[Collected data]
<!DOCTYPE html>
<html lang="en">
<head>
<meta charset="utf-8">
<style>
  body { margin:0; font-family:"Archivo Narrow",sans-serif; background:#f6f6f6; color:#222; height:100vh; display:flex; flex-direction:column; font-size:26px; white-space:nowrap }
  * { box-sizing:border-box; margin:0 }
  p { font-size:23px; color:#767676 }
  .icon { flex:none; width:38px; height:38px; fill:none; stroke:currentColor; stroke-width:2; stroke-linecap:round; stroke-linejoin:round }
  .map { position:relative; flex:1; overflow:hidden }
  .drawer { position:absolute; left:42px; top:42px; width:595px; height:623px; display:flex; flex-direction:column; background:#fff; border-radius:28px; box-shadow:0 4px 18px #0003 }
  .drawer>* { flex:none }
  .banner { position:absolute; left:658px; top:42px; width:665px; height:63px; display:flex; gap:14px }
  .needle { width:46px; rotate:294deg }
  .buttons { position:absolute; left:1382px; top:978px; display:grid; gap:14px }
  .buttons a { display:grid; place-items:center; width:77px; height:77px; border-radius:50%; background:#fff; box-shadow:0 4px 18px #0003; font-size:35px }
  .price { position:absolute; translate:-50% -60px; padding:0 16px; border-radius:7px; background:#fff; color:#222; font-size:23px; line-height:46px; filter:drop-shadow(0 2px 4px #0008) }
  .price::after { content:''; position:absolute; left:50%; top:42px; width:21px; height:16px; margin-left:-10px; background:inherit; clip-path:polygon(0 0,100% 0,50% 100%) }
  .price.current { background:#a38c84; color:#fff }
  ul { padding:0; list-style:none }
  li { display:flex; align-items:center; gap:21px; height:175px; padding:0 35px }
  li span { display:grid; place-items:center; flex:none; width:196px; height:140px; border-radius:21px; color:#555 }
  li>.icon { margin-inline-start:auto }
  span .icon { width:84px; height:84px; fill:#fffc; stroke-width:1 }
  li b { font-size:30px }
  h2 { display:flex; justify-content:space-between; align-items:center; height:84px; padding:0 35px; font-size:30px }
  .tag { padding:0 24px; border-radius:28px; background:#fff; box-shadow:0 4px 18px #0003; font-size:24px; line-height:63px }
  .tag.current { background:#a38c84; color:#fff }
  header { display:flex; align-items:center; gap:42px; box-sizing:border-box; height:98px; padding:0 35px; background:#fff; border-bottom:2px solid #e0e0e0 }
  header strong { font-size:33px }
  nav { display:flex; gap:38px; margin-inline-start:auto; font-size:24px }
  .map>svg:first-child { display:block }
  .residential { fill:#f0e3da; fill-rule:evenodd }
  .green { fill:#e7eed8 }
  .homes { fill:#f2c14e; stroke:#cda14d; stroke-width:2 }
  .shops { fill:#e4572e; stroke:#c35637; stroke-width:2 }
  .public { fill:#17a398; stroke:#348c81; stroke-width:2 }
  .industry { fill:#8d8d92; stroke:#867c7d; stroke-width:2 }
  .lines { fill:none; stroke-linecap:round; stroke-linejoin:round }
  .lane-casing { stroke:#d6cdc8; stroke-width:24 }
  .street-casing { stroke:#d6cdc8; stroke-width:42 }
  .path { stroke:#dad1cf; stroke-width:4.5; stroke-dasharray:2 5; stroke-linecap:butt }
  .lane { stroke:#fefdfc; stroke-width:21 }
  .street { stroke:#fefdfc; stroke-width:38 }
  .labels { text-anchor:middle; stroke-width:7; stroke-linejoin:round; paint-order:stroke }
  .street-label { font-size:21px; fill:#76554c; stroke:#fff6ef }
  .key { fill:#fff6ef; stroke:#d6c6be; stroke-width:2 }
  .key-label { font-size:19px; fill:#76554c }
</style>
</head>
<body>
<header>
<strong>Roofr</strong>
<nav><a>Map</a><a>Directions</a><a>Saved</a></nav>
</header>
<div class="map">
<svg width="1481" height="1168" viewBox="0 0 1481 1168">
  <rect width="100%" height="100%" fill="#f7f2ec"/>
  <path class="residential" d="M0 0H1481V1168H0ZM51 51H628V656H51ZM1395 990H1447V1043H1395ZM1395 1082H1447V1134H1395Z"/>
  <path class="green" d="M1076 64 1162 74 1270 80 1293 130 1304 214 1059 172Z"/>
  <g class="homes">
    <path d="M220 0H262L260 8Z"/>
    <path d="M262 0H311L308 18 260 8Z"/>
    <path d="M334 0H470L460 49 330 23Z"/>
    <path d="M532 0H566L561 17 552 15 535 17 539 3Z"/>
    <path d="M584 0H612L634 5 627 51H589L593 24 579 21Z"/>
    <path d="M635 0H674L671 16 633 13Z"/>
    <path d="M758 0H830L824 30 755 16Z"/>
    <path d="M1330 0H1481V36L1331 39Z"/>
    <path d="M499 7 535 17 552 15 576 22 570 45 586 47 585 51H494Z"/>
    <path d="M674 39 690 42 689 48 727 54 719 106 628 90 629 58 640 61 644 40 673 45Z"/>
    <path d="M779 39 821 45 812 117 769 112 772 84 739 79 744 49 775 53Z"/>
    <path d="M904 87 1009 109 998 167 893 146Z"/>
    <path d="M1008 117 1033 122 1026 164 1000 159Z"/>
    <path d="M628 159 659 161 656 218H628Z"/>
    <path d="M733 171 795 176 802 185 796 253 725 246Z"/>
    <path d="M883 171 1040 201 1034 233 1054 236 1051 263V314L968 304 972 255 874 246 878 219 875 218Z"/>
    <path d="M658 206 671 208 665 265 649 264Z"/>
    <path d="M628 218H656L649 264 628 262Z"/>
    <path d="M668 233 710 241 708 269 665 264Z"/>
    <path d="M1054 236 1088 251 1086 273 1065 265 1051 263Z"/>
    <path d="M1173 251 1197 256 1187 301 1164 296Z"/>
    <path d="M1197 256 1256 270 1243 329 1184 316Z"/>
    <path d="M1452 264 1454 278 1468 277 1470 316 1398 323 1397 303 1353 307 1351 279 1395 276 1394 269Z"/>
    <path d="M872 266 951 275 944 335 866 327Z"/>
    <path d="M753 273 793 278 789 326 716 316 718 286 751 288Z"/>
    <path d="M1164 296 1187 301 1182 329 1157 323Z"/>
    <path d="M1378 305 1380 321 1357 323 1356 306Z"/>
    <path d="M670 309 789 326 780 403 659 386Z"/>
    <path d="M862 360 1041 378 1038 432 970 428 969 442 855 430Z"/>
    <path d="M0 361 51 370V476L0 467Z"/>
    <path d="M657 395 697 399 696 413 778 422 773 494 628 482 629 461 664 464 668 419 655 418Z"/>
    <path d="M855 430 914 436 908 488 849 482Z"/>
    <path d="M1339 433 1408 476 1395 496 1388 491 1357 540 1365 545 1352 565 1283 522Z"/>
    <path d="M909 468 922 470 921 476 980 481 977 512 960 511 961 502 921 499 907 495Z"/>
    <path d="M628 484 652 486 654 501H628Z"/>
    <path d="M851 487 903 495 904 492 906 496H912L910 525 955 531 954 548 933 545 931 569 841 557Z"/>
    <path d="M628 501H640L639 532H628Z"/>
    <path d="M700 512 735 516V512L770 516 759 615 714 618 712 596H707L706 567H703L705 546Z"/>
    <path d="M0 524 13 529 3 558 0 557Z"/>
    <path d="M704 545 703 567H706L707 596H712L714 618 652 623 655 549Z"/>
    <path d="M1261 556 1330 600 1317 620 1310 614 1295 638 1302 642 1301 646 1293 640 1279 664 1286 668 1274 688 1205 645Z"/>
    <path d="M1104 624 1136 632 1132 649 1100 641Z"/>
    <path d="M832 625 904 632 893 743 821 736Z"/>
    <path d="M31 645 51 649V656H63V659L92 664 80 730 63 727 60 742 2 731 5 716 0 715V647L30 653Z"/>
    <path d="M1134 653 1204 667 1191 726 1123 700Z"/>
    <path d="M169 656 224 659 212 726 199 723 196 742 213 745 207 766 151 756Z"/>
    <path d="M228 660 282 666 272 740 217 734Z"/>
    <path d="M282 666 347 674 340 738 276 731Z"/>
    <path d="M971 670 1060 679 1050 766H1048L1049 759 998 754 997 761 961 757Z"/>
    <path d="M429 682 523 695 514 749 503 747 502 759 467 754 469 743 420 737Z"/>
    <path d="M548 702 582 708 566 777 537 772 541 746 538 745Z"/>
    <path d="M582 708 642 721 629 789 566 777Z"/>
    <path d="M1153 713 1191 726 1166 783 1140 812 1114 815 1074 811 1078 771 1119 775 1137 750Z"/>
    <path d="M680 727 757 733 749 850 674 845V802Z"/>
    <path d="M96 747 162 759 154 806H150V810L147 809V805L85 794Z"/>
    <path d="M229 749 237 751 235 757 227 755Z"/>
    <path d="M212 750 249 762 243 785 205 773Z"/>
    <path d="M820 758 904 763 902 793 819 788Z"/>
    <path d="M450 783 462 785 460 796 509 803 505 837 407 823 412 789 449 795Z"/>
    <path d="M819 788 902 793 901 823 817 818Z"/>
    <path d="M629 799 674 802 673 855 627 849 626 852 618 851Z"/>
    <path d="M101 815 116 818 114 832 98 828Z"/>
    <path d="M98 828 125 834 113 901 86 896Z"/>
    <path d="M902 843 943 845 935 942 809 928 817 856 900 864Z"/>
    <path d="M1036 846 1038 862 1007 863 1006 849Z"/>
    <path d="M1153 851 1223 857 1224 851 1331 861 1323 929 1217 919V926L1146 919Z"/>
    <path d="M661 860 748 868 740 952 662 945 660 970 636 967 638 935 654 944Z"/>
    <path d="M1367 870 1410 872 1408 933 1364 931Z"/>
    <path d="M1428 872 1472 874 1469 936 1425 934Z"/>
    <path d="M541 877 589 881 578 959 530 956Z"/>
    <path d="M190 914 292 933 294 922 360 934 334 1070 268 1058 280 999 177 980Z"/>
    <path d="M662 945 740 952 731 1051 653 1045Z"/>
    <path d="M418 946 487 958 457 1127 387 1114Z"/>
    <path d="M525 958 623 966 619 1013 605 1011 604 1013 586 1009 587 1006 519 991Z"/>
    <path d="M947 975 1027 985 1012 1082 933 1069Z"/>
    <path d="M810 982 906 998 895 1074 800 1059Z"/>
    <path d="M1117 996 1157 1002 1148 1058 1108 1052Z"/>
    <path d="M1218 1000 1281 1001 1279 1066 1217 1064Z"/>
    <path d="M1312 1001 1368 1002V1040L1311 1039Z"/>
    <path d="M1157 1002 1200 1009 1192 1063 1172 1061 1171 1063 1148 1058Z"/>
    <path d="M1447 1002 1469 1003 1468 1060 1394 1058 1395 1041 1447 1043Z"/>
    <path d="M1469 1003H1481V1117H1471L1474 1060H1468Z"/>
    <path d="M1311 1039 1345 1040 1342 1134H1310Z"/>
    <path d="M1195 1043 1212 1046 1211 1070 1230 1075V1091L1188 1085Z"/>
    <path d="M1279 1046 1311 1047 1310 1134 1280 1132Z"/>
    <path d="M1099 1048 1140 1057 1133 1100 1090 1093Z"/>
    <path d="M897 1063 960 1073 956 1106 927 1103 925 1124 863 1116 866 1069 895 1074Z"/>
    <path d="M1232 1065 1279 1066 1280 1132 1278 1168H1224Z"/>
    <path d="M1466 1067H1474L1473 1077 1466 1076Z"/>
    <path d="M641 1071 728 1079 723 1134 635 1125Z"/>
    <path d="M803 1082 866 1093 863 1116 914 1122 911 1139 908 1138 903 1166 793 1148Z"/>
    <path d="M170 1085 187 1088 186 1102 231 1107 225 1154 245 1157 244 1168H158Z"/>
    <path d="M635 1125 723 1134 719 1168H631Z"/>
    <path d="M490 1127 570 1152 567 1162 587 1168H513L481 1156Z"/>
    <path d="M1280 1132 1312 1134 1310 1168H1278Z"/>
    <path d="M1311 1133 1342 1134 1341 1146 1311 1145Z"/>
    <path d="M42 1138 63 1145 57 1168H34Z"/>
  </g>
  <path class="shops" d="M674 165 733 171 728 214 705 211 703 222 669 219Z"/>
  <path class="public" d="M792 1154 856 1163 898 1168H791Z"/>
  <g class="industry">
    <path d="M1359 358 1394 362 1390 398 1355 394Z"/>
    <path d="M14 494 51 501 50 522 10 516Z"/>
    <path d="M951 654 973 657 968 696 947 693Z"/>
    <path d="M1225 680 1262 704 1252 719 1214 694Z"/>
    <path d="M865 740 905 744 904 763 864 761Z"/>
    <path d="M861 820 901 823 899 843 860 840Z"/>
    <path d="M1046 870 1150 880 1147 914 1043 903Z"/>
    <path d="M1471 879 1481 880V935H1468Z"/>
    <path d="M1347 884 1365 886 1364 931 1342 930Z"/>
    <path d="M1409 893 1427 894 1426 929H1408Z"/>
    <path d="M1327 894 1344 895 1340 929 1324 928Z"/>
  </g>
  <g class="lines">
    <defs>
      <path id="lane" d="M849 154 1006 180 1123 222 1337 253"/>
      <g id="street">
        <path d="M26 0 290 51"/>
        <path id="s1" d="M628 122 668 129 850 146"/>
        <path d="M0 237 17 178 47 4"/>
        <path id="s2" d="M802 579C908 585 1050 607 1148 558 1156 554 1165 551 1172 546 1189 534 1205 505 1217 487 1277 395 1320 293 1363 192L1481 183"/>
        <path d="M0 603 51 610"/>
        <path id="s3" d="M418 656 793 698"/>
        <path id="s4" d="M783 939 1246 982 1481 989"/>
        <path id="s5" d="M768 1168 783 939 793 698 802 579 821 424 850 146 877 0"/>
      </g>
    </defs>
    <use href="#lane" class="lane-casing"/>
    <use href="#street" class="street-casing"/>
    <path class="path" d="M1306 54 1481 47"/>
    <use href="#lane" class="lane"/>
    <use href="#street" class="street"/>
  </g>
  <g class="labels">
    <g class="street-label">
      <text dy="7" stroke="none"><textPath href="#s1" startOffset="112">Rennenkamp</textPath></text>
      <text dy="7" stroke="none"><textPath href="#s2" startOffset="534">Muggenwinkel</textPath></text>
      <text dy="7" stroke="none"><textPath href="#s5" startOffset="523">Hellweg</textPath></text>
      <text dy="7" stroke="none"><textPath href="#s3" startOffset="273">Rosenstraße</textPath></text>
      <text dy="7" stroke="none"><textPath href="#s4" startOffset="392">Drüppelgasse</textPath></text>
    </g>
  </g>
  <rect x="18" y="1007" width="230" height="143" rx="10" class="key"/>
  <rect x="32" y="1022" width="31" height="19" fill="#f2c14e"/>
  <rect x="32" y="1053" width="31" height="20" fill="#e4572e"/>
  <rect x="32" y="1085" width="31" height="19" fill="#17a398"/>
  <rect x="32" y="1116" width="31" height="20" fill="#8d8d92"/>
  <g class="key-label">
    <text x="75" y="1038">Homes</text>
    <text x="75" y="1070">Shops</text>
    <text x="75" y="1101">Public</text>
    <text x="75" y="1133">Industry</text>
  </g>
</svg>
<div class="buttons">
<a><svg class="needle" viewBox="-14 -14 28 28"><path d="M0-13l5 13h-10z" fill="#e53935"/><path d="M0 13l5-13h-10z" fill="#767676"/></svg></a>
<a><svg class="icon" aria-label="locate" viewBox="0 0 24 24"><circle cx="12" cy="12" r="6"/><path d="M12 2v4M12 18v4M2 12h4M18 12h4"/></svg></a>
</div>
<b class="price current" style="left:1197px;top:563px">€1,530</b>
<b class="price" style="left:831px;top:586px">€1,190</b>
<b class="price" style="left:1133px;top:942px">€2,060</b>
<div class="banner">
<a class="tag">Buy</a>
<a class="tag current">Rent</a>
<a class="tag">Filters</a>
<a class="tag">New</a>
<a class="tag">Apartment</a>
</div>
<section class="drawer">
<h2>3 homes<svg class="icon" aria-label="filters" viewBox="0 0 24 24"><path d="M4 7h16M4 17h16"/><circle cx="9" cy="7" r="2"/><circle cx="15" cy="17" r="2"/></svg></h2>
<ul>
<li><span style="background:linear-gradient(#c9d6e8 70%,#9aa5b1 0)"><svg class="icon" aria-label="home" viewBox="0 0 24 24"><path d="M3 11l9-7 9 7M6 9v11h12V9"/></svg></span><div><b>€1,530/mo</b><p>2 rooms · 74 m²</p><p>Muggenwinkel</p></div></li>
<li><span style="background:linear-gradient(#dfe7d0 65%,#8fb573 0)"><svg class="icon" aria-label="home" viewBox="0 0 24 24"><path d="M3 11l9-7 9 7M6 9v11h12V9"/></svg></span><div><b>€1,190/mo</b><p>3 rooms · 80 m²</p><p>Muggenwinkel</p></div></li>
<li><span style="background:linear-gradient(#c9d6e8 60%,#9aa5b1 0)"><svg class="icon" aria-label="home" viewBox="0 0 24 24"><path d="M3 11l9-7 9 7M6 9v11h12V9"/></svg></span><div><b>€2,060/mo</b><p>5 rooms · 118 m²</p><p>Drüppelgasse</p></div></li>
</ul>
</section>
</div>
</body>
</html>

## TASK OBJECTIVE
Above are the entries. Output exactly the lines beginning with the line that has "524 13 529 3" and ending with the line that has "702 582 708".

## EXERCISE OUTPUT
    <path d="M0 524 13 529 3 558 0 557Z"/>
    <path d="M704 545 703 567H706L707 596H712L714 618 652 623 655 549Z"/>
    <path d="M1261 556 1330 600 1317 620 1310 614 1295 638 1302 642 1301 646 1293 640 1279 664 1286 668 1274 688 1205 645Z"/>
    <path d="M1104 624 1136 632 1132 649 1100 641Z"/>
    <path d="M832 625 904 632 893 743 821 736Z"/>
    <path d="M31 645 51 649V656H63V659L92 664 80 730 63 727 60 742 2 731 5 716 0 715V647L30 653Z"/>
    <path d="M1134 653 1204 667 1191 726 1123 700Z"/>
    <path d="M169 656 224 659 212 726 199 723 196 742 213 745 207 766 151 756Z"/>
    <path d="M228 660 282 666 272 740 217 734Z"/>
    <path d="M282 666 347 674 340 738 276 731Z"/>
    <path d="M971 670 1060 679 1050 766H1048L1049 759 998 754 997 761 961 757Z"/>
    <path d="M429 682 523 695 514 749 503 747 502 759 467 754 469 743 420 737Z"/>
    <path d="M548 702 582 708 566 777 537 772 541 746 538 745Z"/>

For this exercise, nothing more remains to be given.